Death of Art

by Chris Campanioni

reviewed by Gabriel García Ochoa

In 1925 Viktor Shklovsky, the Russian writer, literary theorist, political activist and film critic, and one of the most important exponents of Formalism, published a now-famous essay, “Art as Device.” In it, Shklovsky discusses what he calls “defamiliarization, the process by which art makes the mundane unfamiliar, and in so doing, reminds us of its beauty: “habitualization devours work, clothes, furniture, one’s wife, and the fear of war … art exists that one may recover the sensation of life; it exists to make one feel things, to make the stone stony.”

Chris Campanioni’s third book, Death of Art, follows Shklovsky’s maxim, giving its readers a gentle slap on the cheek to shake off the slumber of the habitual. The book is a memoir, but an unusual one. In 2009 Campanioni was named “the sexiest man alive” by DNA magazine. He is a former underwear model; before that, he was a journalist with a background in literary studies. In his own words, he is “a writer, turned model, turned writer.” Like Campanioni, Death of Art is complex, a hybrid text, a combination of prose and poetry. Following the narrative of Campanioni’s modeling years, it examines our cultural obsession with the image and how lately this obsession has acquired new forms through social media and pop culture. More importantly, the book looks at how this fixation affects our relationship with, and understanding of, art.

Clearly, Campanioni is well-positioned to discuss these topics. He reflects on his career in the fashion industry with a dual lens as both model and intellectual. Self-analysis is part of every memoir, but in Campanioni’s case it acquires an added interest, given the apparent contrast between his roles as writer and model. The result is fascinating.

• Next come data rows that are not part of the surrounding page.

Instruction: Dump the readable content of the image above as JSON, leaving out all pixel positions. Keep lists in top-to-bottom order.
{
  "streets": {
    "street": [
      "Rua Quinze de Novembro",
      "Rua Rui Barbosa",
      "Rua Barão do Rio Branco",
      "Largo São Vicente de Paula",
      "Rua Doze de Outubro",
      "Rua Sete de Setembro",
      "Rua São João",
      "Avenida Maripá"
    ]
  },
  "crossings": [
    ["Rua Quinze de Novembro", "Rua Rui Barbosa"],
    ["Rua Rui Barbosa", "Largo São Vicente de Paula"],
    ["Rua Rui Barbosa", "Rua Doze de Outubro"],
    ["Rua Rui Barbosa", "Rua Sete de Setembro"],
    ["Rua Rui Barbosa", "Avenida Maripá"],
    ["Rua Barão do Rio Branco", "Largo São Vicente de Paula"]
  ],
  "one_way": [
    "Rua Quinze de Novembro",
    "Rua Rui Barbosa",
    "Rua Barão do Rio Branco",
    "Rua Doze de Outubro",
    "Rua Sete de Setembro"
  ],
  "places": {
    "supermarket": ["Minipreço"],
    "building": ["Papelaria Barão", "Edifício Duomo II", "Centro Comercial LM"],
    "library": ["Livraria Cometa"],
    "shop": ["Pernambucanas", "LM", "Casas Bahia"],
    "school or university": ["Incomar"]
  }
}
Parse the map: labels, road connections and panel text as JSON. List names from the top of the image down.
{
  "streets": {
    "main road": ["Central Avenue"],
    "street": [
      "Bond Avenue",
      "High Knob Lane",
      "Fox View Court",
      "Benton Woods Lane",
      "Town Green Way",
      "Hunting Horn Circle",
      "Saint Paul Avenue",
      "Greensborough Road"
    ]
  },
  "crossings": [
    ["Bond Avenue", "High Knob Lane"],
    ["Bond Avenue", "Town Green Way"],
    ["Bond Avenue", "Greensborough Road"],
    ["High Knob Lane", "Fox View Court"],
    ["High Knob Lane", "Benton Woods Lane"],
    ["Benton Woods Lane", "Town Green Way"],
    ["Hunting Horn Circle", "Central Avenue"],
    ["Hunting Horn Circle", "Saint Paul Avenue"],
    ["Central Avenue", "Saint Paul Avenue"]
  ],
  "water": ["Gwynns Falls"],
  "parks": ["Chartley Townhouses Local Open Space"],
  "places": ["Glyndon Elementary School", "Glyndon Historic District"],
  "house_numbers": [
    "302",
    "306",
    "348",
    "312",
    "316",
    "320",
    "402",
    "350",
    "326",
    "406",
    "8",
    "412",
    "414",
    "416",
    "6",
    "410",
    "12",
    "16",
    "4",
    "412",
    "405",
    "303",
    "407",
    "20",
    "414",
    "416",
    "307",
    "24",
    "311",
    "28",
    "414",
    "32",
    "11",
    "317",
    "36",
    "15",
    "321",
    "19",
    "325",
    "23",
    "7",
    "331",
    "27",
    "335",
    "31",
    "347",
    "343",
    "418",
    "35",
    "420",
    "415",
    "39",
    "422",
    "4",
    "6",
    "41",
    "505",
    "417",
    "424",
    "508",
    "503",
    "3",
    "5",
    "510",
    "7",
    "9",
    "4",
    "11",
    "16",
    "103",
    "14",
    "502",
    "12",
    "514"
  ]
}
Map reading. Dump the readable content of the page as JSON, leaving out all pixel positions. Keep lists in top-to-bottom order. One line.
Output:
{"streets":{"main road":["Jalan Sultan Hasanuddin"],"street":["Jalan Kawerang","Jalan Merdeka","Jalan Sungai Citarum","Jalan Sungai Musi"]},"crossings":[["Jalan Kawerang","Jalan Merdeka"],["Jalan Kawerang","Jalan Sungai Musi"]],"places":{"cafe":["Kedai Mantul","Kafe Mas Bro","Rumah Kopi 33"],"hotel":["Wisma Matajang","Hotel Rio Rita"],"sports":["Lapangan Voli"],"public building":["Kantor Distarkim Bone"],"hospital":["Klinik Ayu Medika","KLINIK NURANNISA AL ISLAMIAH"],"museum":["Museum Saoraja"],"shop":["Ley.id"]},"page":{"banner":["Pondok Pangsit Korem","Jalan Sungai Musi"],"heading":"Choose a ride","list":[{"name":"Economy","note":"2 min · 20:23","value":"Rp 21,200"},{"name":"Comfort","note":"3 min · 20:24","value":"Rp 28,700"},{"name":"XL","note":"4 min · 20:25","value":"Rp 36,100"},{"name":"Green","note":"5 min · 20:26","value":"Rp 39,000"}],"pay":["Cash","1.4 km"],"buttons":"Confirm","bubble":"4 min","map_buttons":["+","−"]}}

Death of Art takes us to the eye of the storm in a world where everyone vies for another click, another “like,” more views. Although not overtly, it invokes Jean Baudrillard’s Simulacra and Simulation, left, right, and center. What happens when we start to favor the image above all else? Can those images become the things we take to be real? Is intimacy possible in such a world? Are we happier when everyone is looking at us? Do we love more? Are we loved more? Or are all those hopes, energy, and aspirations pointlessly sacrificed at the altar of representation? Campanioni describes what it’s like to become a public canvas onto which people project their ideals, the pressure of being shaped by the image that the Internet presents of him, and in that online universe of endless refraction, his reaction to that reaction.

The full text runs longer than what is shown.